▸ **EXERCISE REQUIREMENTS**: Return every line from the records below that has the word "shield".

>>

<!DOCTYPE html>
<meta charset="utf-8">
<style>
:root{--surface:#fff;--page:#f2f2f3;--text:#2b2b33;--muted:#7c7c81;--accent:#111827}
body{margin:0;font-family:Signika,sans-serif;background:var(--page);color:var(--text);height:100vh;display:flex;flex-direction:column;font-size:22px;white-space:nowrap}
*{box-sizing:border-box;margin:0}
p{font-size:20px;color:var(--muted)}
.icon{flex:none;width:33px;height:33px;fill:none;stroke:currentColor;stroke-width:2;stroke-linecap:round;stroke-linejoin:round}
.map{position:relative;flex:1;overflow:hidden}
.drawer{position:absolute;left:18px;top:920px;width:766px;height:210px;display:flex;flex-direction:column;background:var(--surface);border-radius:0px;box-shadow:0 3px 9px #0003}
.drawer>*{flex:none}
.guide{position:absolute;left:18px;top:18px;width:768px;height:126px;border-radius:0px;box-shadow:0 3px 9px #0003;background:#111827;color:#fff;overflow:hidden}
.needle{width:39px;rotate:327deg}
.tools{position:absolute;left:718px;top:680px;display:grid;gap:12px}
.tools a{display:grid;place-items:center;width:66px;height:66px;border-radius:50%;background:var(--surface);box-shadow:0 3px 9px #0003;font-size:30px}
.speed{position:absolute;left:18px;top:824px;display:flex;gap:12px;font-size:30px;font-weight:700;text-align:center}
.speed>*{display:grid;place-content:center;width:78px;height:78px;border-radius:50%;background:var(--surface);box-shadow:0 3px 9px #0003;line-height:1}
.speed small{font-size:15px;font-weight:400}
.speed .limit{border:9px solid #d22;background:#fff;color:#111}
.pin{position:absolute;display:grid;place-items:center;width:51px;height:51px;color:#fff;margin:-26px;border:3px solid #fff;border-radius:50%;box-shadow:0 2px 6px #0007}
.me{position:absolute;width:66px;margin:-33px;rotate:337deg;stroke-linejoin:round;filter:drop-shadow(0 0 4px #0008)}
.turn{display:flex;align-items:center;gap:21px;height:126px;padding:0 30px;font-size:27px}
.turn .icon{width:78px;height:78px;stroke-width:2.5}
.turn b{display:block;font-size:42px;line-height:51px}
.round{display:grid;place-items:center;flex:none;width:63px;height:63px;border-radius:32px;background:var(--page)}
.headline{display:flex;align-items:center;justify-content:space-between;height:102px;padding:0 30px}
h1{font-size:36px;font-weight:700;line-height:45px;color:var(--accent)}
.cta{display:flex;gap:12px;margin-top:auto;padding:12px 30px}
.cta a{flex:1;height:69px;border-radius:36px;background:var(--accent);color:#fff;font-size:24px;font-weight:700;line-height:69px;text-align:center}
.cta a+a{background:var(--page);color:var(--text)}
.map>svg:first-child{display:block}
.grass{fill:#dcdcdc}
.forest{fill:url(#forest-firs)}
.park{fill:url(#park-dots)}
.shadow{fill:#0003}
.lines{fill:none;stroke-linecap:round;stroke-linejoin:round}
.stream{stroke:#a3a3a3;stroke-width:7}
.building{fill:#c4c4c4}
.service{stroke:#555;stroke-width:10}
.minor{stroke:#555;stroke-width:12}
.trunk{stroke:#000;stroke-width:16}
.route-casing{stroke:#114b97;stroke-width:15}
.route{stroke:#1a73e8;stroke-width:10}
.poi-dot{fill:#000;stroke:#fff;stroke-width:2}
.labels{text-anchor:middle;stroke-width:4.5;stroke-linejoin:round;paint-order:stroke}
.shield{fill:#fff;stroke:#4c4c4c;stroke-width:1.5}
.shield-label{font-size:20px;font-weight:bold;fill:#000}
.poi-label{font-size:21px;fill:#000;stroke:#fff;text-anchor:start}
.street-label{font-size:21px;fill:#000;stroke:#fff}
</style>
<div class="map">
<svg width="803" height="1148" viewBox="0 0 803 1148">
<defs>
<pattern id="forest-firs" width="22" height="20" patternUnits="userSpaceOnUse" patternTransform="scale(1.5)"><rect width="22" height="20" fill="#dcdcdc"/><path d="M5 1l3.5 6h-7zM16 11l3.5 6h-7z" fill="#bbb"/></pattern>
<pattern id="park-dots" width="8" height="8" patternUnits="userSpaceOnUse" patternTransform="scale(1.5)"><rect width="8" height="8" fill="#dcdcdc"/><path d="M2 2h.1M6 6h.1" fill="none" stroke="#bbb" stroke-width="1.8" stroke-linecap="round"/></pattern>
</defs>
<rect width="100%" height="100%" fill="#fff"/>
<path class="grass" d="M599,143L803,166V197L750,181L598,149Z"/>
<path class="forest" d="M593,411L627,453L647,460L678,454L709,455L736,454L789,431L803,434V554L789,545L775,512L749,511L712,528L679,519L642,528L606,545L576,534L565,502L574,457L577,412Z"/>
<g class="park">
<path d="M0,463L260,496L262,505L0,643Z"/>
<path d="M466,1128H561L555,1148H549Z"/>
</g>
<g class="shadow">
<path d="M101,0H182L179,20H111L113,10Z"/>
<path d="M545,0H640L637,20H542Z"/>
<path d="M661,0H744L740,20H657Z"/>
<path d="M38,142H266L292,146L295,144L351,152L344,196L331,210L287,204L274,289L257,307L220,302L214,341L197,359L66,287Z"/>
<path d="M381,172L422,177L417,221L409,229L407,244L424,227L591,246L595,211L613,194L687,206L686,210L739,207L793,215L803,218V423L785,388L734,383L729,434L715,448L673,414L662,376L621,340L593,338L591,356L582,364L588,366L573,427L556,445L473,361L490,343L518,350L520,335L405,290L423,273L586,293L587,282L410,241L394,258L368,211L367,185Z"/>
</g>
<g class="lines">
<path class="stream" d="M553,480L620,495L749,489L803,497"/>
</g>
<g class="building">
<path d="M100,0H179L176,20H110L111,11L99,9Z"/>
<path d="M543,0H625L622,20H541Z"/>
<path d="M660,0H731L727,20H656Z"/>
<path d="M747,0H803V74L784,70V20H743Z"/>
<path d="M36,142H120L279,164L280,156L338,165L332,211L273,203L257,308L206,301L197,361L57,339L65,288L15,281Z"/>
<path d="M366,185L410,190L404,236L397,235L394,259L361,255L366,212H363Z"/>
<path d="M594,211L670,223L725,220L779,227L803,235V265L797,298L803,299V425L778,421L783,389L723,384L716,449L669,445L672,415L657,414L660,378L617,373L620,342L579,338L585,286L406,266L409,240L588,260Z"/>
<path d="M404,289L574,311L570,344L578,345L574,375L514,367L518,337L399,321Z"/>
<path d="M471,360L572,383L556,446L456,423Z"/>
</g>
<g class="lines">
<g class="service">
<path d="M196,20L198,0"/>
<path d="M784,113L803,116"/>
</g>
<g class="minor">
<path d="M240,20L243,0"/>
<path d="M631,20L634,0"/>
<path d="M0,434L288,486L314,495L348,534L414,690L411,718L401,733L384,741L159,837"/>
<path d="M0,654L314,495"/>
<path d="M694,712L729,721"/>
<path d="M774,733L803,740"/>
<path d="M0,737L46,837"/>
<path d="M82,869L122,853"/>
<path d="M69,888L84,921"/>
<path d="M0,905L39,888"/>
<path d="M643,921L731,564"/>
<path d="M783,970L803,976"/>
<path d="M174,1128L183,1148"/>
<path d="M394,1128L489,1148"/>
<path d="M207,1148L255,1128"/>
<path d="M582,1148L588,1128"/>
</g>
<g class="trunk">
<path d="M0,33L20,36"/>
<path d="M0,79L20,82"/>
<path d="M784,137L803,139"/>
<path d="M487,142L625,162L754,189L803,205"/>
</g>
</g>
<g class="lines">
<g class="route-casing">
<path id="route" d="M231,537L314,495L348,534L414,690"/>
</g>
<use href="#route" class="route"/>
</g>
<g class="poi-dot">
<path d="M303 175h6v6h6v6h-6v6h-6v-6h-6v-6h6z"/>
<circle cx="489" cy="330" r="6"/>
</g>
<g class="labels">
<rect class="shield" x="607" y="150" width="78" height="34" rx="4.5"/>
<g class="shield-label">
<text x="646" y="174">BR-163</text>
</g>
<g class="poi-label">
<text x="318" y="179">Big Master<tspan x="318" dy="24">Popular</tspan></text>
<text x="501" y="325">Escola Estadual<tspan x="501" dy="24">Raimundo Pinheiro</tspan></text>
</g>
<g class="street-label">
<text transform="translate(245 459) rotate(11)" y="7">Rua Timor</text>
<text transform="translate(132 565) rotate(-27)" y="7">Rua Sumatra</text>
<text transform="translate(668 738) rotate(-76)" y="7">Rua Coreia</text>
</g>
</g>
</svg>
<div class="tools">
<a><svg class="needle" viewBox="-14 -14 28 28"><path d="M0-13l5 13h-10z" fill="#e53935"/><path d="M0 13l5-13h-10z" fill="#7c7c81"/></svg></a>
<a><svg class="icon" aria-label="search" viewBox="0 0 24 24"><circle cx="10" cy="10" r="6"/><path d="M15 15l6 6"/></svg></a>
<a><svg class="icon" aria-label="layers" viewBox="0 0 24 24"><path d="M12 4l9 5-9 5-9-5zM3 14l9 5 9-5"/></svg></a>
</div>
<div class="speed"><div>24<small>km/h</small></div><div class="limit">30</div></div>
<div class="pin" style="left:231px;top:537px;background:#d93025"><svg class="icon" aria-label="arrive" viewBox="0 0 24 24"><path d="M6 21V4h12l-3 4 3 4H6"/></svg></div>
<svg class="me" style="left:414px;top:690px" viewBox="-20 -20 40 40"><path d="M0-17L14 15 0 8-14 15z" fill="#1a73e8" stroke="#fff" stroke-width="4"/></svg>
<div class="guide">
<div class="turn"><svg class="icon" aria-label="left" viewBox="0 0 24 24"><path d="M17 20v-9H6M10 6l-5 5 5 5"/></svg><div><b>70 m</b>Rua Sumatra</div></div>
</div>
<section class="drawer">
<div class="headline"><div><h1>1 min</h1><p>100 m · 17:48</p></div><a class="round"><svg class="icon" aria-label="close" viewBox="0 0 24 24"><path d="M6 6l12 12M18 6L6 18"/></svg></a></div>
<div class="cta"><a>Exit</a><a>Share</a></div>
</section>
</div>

<<

▸ **RESPONSE AREA**:
.shield{fill:#fff;stroke:#4c4c4c;stroke-width:1.5}
.shield-label{font-size:20px;font-weight:bold;fill:#000}
<rect class="shield" x="607" y="150" width="78" height="34" rx="4.5"/>
<g class="shield-label">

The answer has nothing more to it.